De um ponto de vista prático, nem todos os clientes se submeterão a uma sessão completa de hipnose LBL (que pode durar 3-4 horas e requer capacidade de transe profundo). No entanto, os princípios da LBL podem informar as conversas terapêuticas quotidianas. Como terapeutas ou coaches, podemos introduzir gentilmente a ideia de que talvez alguns medos ou padrões tenham raízes para além da história de vida atual, aliviando o fardo da autoculpa. Podemos ajudar os indivíduos a encontrar significado nas suas lutas perguntando: “Se a sua vida fosse um capítulo de uma história maior que a sua alma está a viver, sobre o que poderia ser este capítulo?” Este tipo de pergunta, inspirada na perspetiva da vida entre vidas, convida a pessoa a assumir uma identidade mais expansiva. Pode ser surpreendentemente eficaz mesmo sem hipnose formal – ativando a imaginação intuitiva do cliente e reformulando a sua narrativa numa de crescimento e propósito.

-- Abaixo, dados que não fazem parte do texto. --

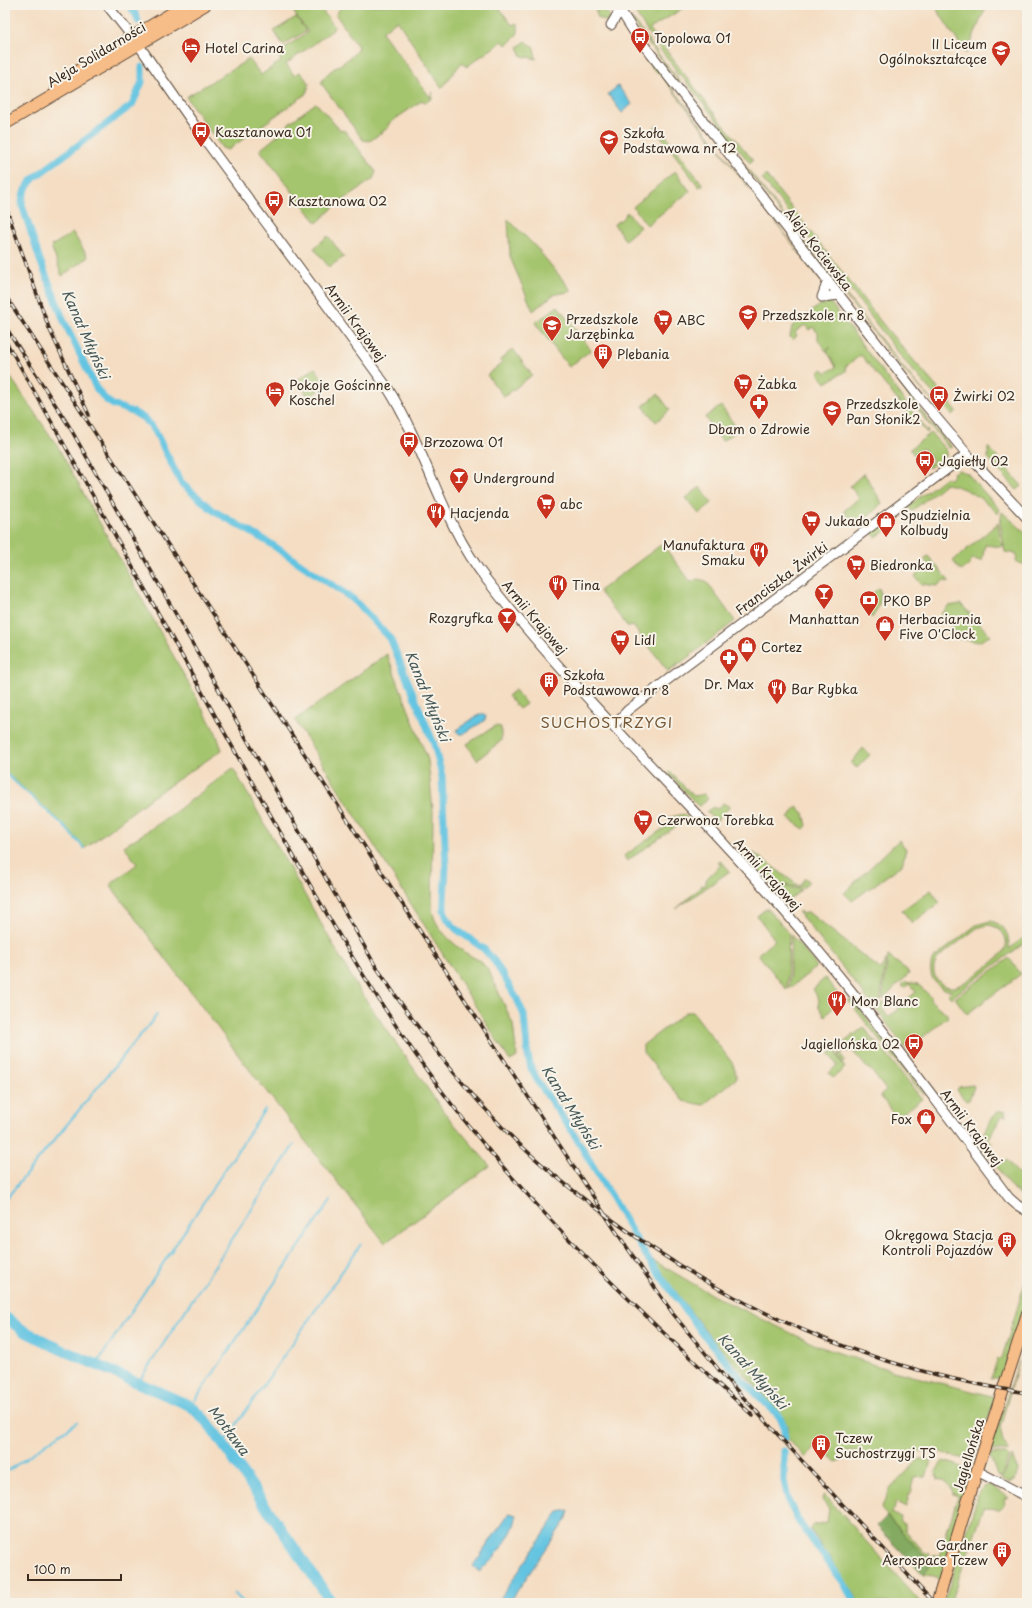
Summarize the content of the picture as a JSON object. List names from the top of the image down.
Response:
{
  "streets": {
    "main road": ["Aleja Solidarności", "Jagiellońska"],
    "street": ["Aleja Kociewska", "Armii Krajowej", "Franciszka Żwirki"]
  },
  "crossings": [
    ["Aleja Solidarności", "Armii Krajowej"],
    ["Aleja Kociewska", "Franciszka Żwirki"],
    ["Armii Krajowej", "Franciszka Żwirki"]
  ],
  "districts": ["SUCHOSTRZYGI"],
  "water": ["Kanał Młyński", "Motława"],
  "places": {
    "bus stop": [
      "Topolowa 01",
      "Kasztanowa 01",
      "Kasztanowa 02",
      "Żwirki 02",
      "Brzozowa 01",
      "Jagiełły 02",
      "Jagiellońska 02"
    ],
    "hotel": ["Hotel Carina", "Pokoje Gościnne Koschel"],
    "school or university": [
      "II Liceum Ogólnokształcące",
      "Szkoła Podstawowa nr 12",
      "Przedszkole nr 8",
      "Przedszkole Jarzębinka",
      "Przedszkole Pan Słonik2"
    ],
    "supermarket": [
      "ABC",
      "Żabka",
      "abc",
      "Jukado",
      "Biedronka",
      "Lidl",
      "Czerwona Torebka"
    ],
    "building": [
      "Plebania",
      "Szkoła Podstawowa nr 8",
      "Okręgowa Stacja Kontroli Pojazdów",
      "Tczew Suchostrzygi TS",
      "Gardner Aerospace Tczew"
    ],
    "pharmacy": ["Dbam o Zdrowie", "Dr. Max"],
    "bar": ["Underground", "Manhattan", "Rozgryfka"],
    "restaurant": [
      "Hacjenda",
      "Manufaktura Smaku",
      "Tina",
      "Bar Rybka",
      "Mon Blanc"
    ],
    "shop": [
      "Spudzielnia Kolbudy",
      "Herbaciarnia Five O'Clock",
      "Cortez",
      "Fox"
    ],
    "bank": ["PKO BP"]
  },
  "scale_bar": "100 m"
}
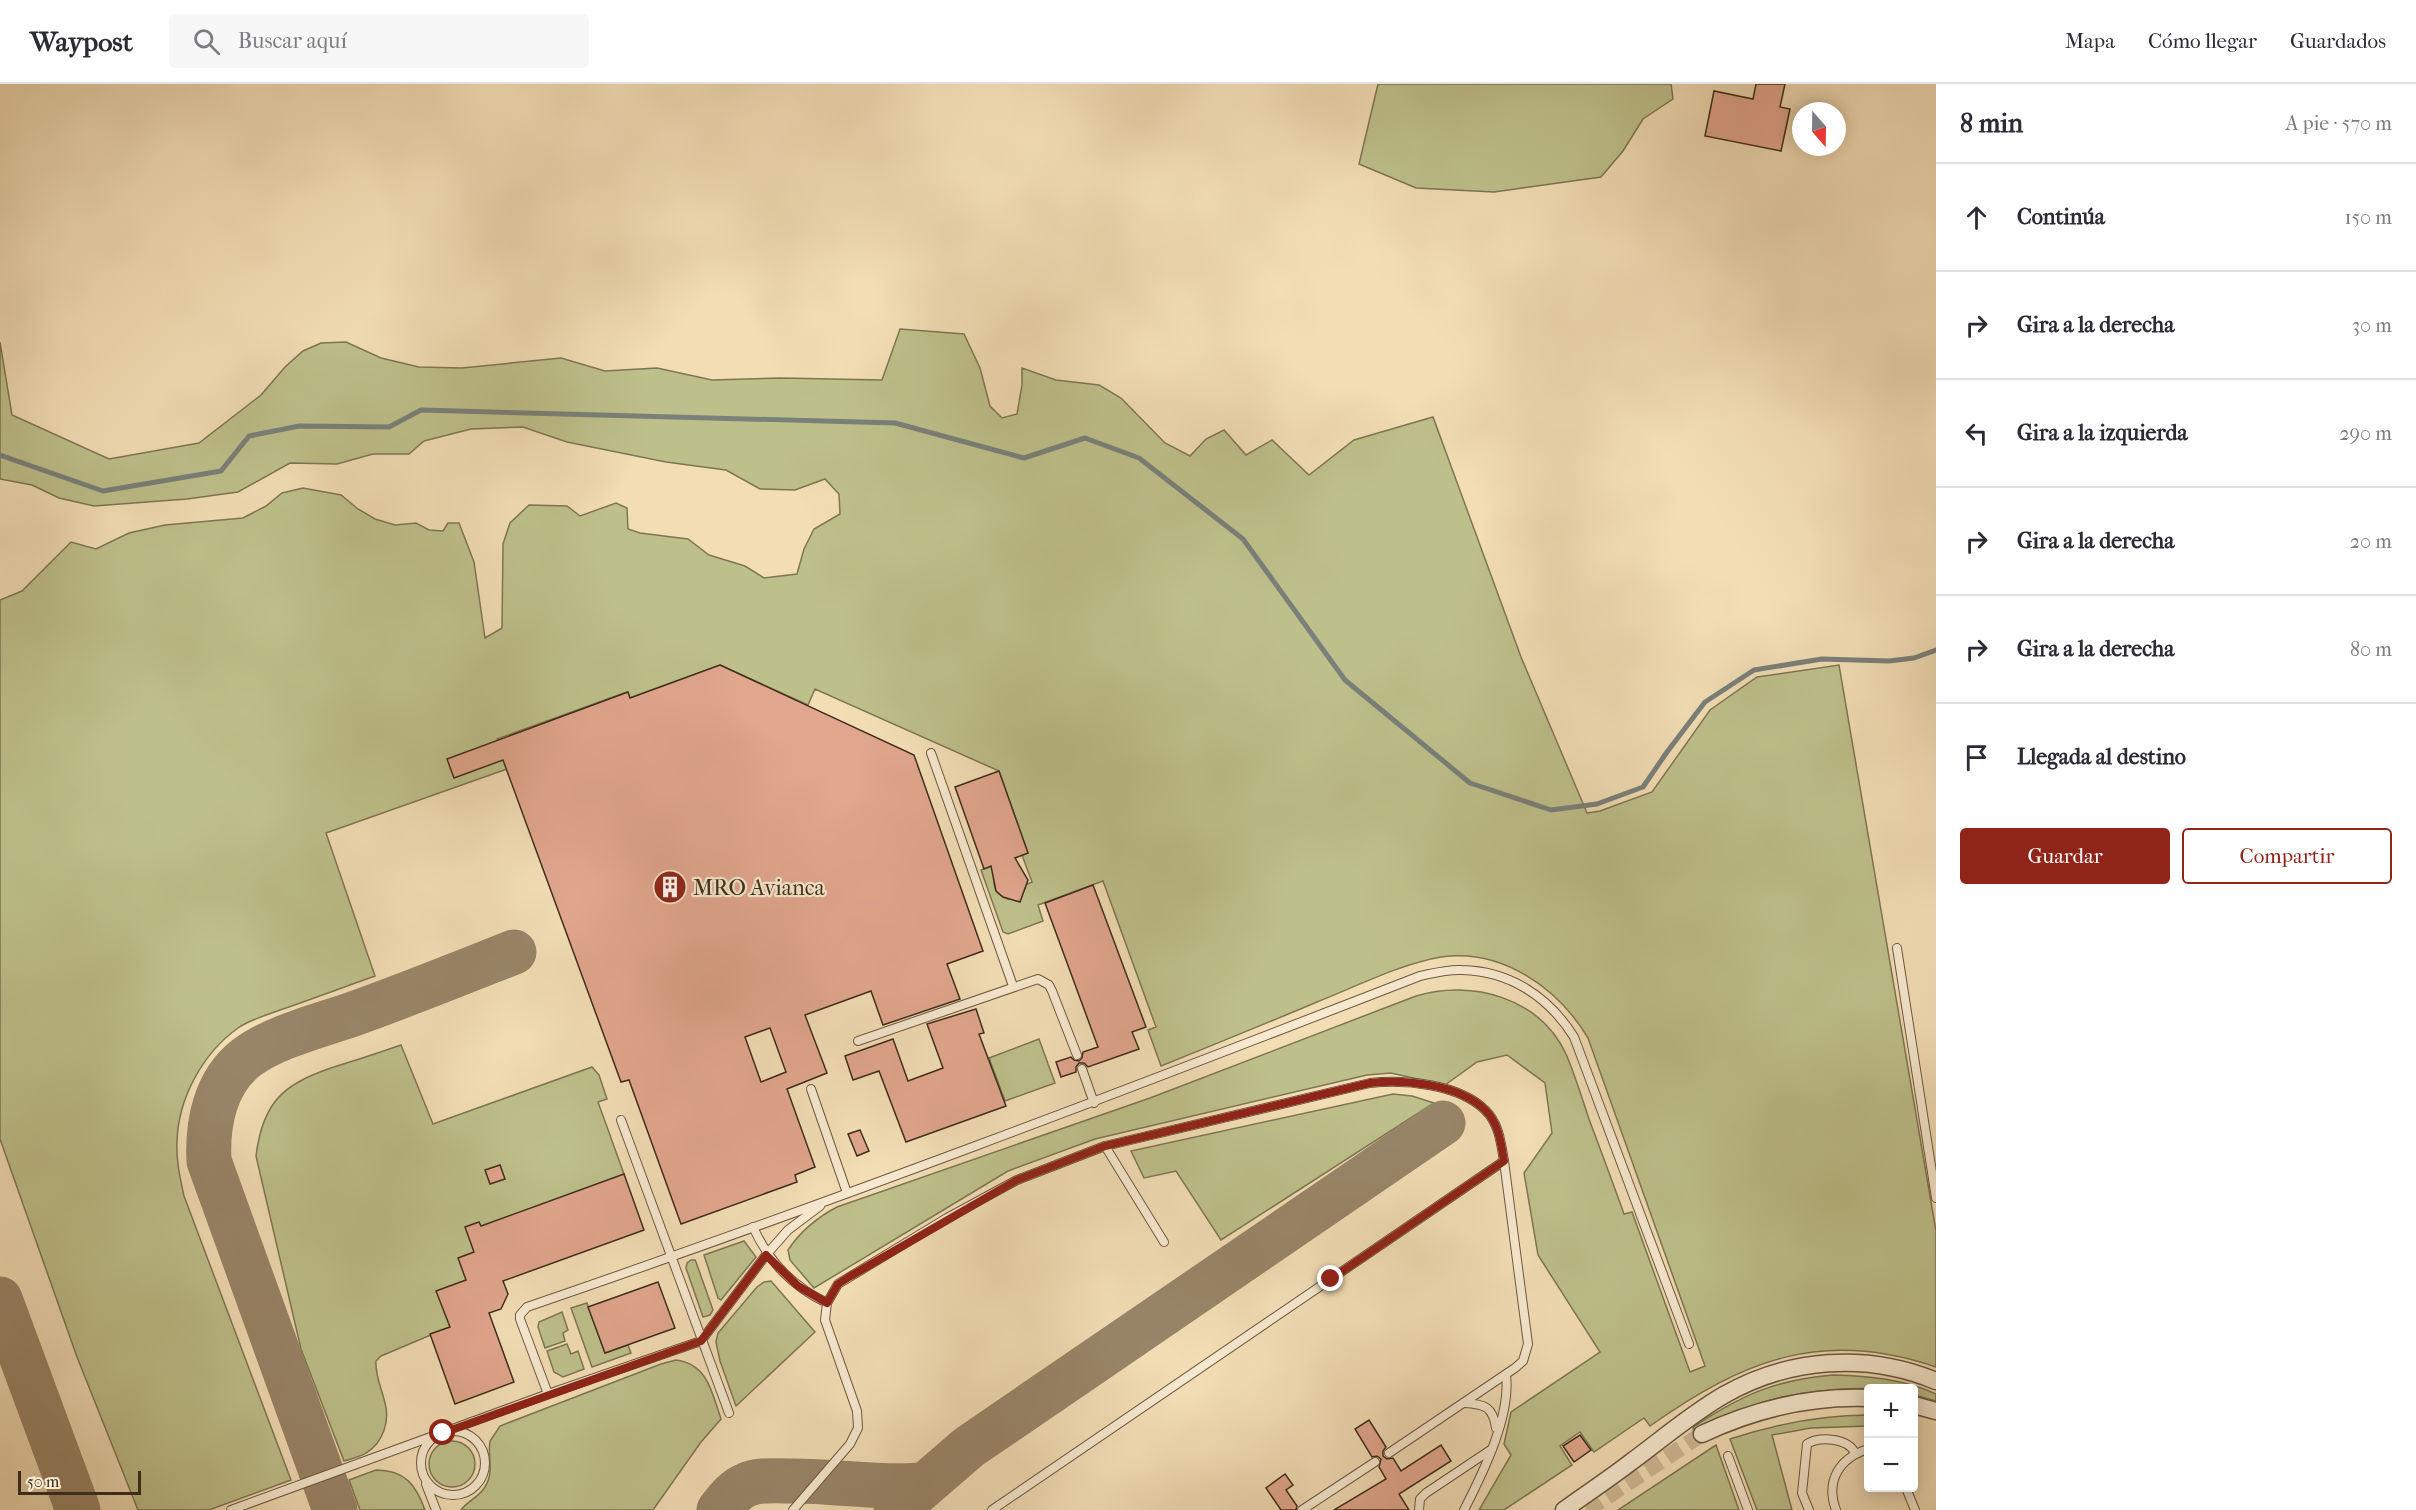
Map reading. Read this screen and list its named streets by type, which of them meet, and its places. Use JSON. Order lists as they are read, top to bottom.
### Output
{
  "places": {
    "building": ["MRO Avianca"]
  },
  "scale_bar": "50 m",
  "north": "bottom",
  "page": {
    "header": "Waypost",
    "search": "Buscar aquí",
    "nav": ["Mapa", "Cómo llegar", "Guardados"],
    "heading": ["8 min", "A pie · 570 m"],
    "list": [
      ["Continúa", "150 m"],
      ["Gira a la derecha", "30 m"],
      ["Gira a la izquierda", "290 m"],
      ["Gira a la derecha", "20 m"],
      ["Gira a la derecha", "80 m"],
      "Llegada al destino"
    ],
    "buttons": ["Guardar", "Compartir"],
    "map_buttons": ["+", "−"],
    "scale": "50 m"
  }
}
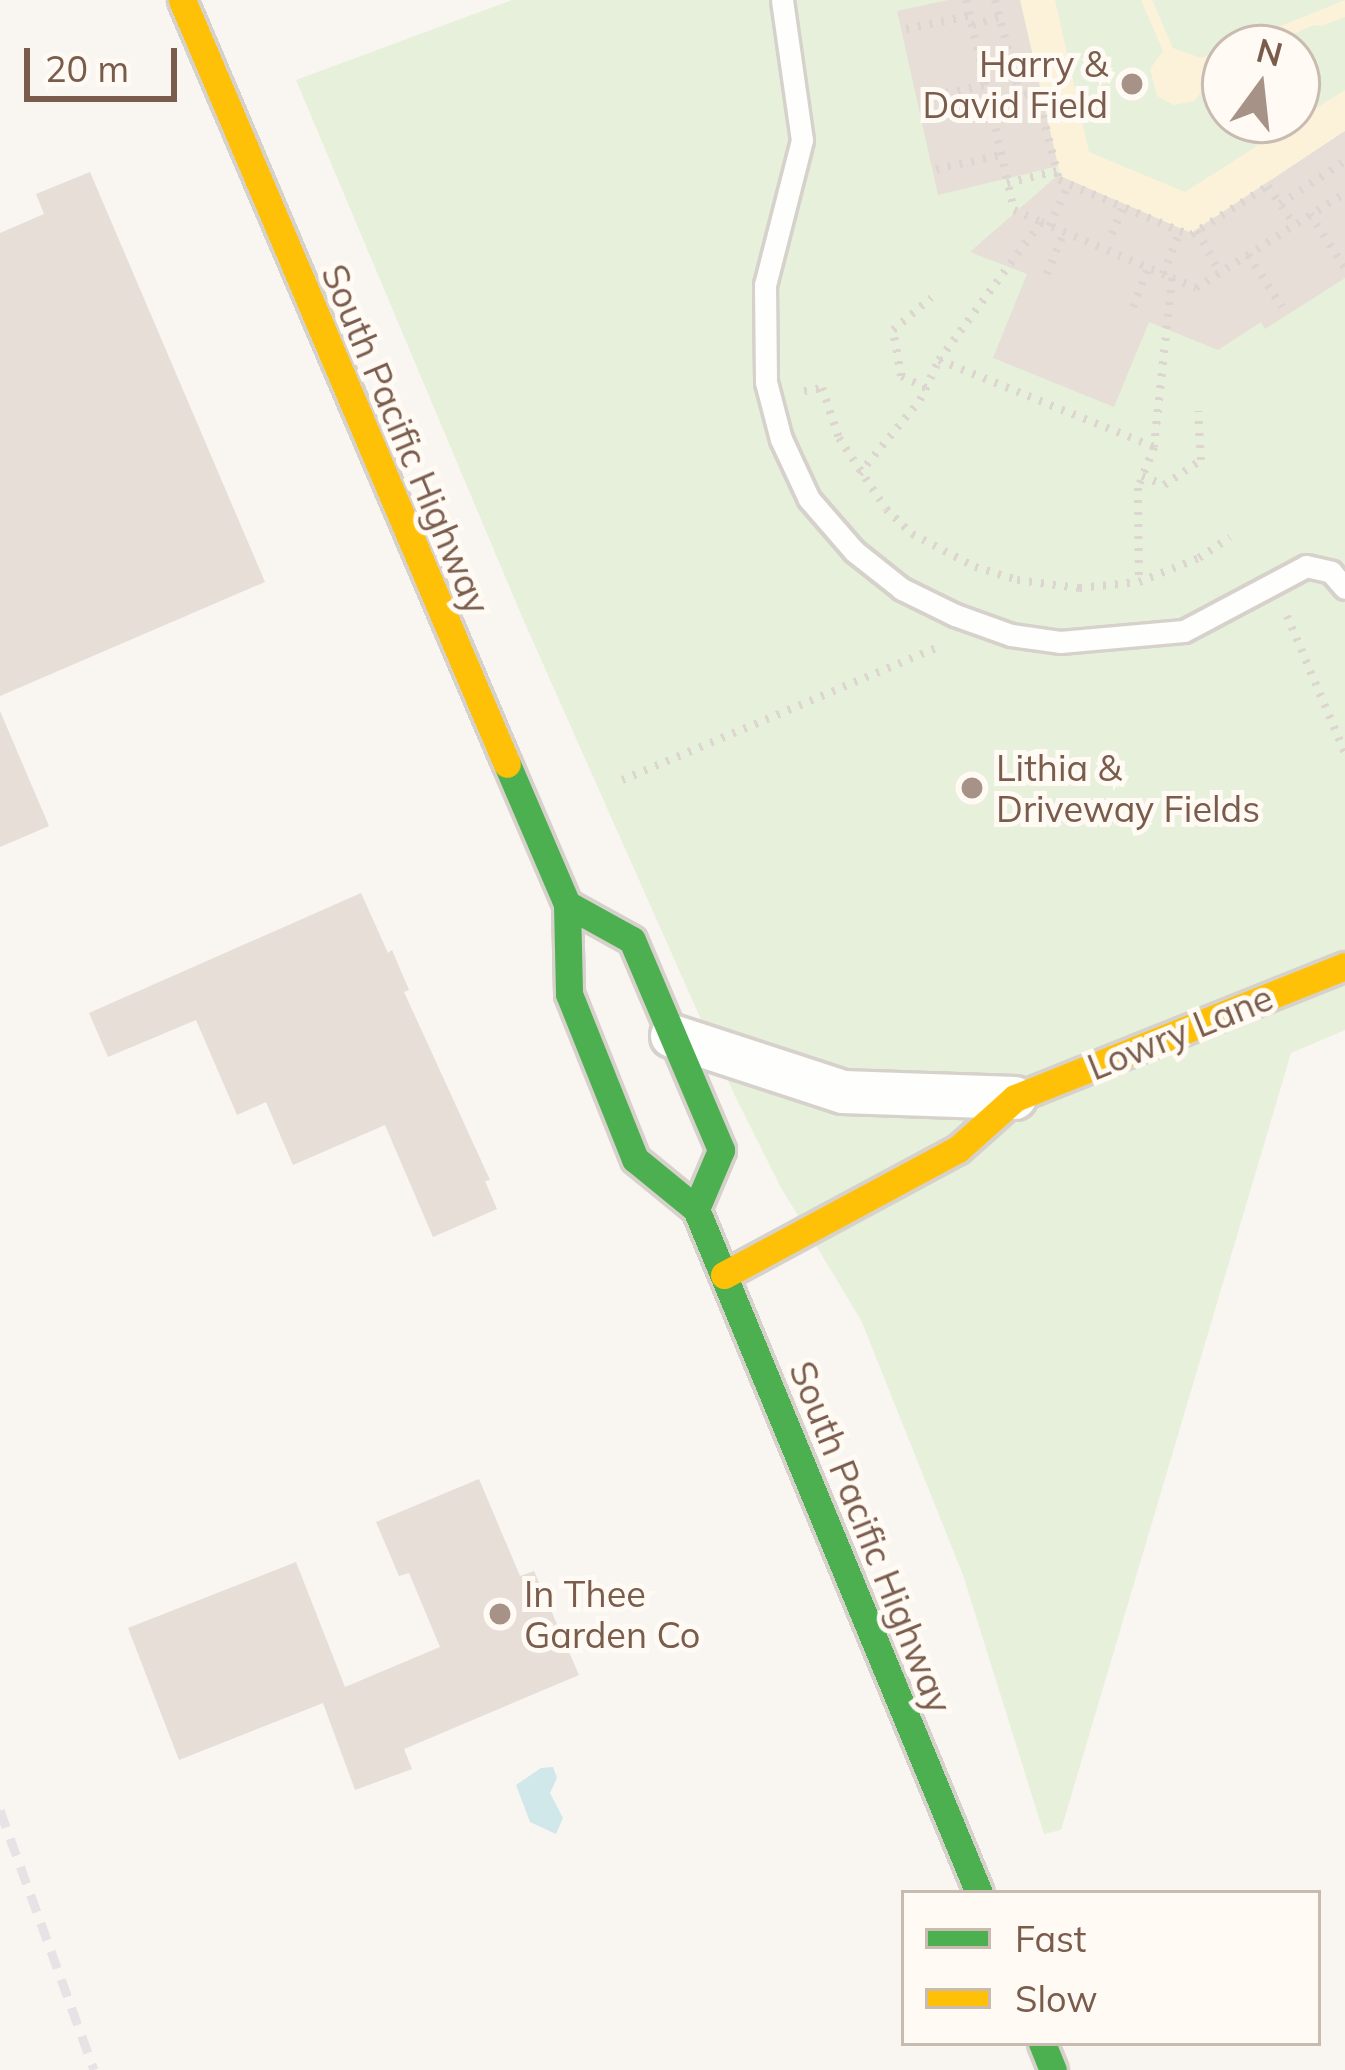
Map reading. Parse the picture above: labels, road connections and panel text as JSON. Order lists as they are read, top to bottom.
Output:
{
  "streets": {
    "main road": ["South Pacific Highway", "Lowry Lane"]
  },
  "crossings": [
    ["South Pacific Highway", "Lowry Lane"]
  ],
  "places": ["Harry & David Field", "Lithia & Driveway Fields", "In Thee Garden Co"],
  "legend": ["Fast", "Slow"],
  "scale_bar": "20 m",
  "north": "top"
}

A convergência da hipnoterapia LBL com a consciência quântica é também fascinante. Enquanto os clientes de Newton descreviam vidas passadas sequenciais e reinos entre vidas (um modelo muito temporal: aprendizagem da alma ao longo do tempo), a abordagem quântica de Pete Smith acrescenta a ideia de que tudo pode estar a acontecer ao mesmo tempo no agora eterno. Algumas experiências de consciência quântica incluem o encontro com o próprio eu futuro ou eus paralelos – o que é menos comum na regressão ao estilo de Newton. Se o tempo é linear ou se todas as linhas temporais existem simultaneamente é talvez um ponto esotérico, mas na prática ambas as visões oferecem algo valioso. Libertam o cliente de se identificar unicamente com o ego isolado do presente. Em vez disso, a cura pode ocorrer ao extrair sabedoria de uma tela de experiência mais ampla – sejam vidas passadas, vidas paralelas ou comunhão com orientação superior.
Sabedoria Oriental: Não-Dualidade, Corpos Subtis e Reencarnação
Muito antes da física quântica ou da hipnoterapia, os sábios da Índia estavam a mapear o terreno da consciência através da exploração interior. Qualquer jornada integrativa rumo ao eu estaria incompleta sem reconhecer as contribuições dos sistemas de conhecimento espiritual indianos como o Advaita Vedanta, bem como conceitos como o corpo subtil e a reencarnação que permeiam as filosofias hindu e budista. O que dizem estas tradições sobre quem somos?
O Advaita Vedanta, uma escola de filosofia hindu, oferece uma resposta surpreendentemente elegante: Somos, ao nível mais profundo, consciência pura – o Atman – e esta consciência é uma com a consciência universal (Brahman). O mundo das formas e diferenças é visto como Maya, uma ilusão ou uma aparência transitória dessa única realidade. Em termos práticos, o Advaita sugere que o nosso sentido de ser um indivíduo separado – a nossa identidade de ego – é um caso de identidade equivocada. Identificámo-nos com o corpo e a mente, que são recipientes temporários, em vez de com o verdadeiro Ser, que é imortal e imutável. Como diz um texto de Vedanta, nascimento e morte são eventos pertencentes ao corpo, não à consciência. A consciência (Atman) nunca nasceu e nunca morre – ela simplesmente é, sempre. Esta perspetiva ressoa profundamente com o que as pessoas relatam nas sessões de LBL (onde se experienciam como uma alma eterna) e com a noção de consciência quântica de um estado de ser eterno. Fornece uma espinha dorsal filosófica a essas abordagens experienciais, lembrando-nos que a libertação última (moksha) vem de perceber a nossa verdadeira natureza além de todos estes ciclos.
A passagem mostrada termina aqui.